#### Activity:
Scan the material and copy every line in which "street" appears.

#### Material provided:
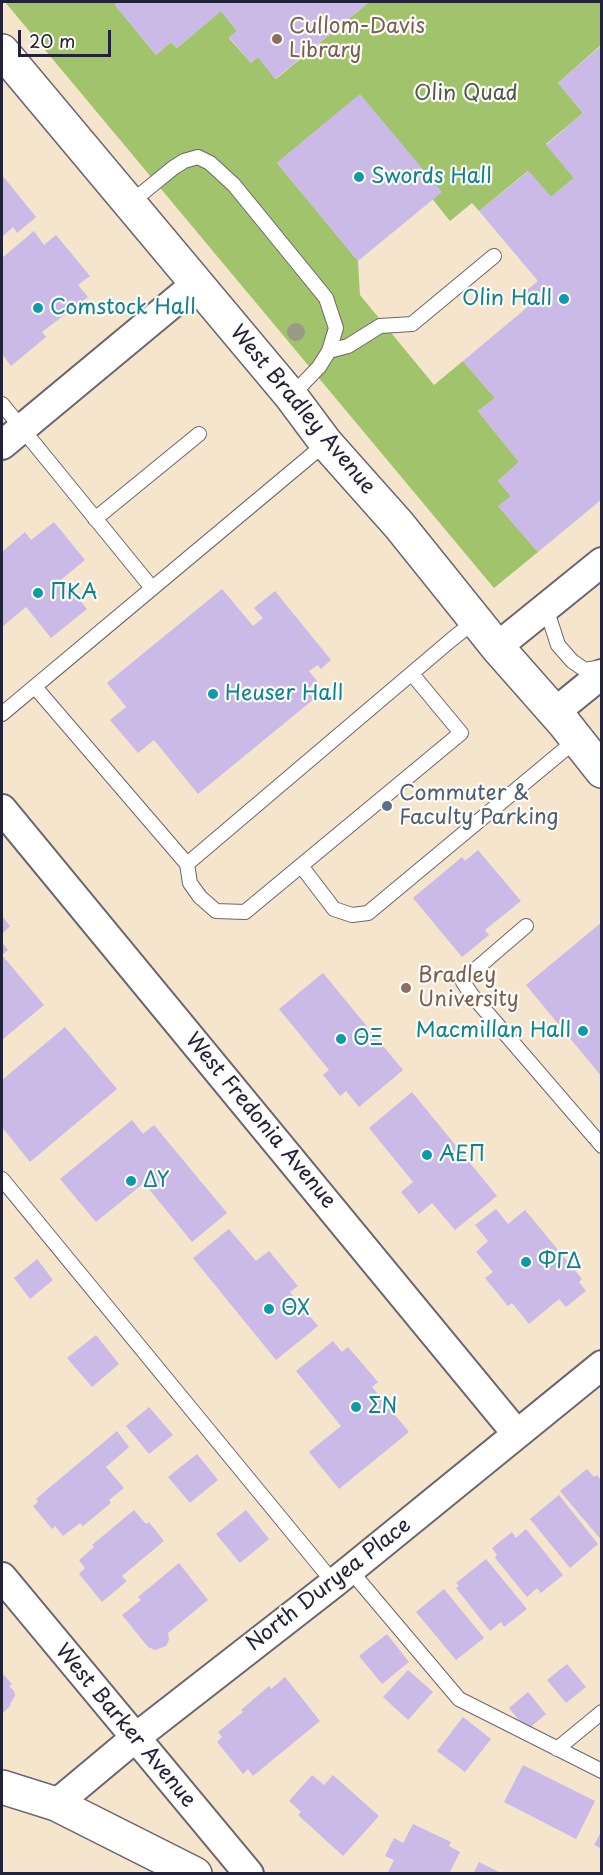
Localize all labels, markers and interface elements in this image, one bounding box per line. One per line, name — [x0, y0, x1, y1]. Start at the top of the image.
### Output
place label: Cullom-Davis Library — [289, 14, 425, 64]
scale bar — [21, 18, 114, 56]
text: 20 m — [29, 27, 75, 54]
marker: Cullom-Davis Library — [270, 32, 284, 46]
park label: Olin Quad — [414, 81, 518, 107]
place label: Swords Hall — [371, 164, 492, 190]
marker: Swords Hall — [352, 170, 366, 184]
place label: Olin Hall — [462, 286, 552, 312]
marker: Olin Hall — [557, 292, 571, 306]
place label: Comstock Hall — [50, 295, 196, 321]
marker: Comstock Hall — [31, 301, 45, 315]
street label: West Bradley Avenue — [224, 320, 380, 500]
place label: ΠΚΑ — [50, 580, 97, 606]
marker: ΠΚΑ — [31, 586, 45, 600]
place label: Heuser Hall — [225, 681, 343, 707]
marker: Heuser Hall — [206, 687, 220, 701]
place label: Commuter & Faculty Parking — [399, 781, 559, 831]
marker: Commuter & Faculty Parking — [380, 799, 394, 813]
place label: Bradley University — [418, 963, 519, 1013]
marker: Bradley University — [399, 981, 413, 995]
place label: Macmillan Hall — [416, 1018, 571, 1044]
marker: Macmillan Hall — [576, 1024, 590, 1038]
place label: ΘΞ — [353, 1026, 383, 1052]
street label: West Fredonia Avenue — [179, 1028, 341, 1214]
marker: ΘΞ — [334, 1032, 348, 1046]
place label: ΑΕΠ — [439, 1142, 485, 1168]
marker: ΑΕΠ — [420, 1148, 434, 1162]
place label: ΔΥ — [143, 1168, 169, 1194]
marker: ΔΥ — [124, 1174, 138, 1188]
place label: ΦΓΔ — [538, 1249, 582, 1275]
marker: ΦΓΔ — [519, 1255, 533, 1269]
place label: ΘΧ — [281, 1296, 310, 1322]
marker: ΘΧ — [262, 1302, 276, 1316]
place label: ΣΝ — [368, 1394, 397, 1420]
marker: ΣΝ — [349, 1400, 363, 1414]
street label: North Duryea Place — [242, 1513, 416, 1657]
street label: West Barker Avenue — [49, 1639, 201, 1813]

#### Exercise response:
street label: West Bradley Avenue — [224, 320, 380, 500]
street label: West Fredonia Avenue — [179, 1028, 341, 1214]
street label: North Duryea Place — [242, 1513, 416, 1657]
street label: West Barker Avenue — [49, 1639, 201, 1813]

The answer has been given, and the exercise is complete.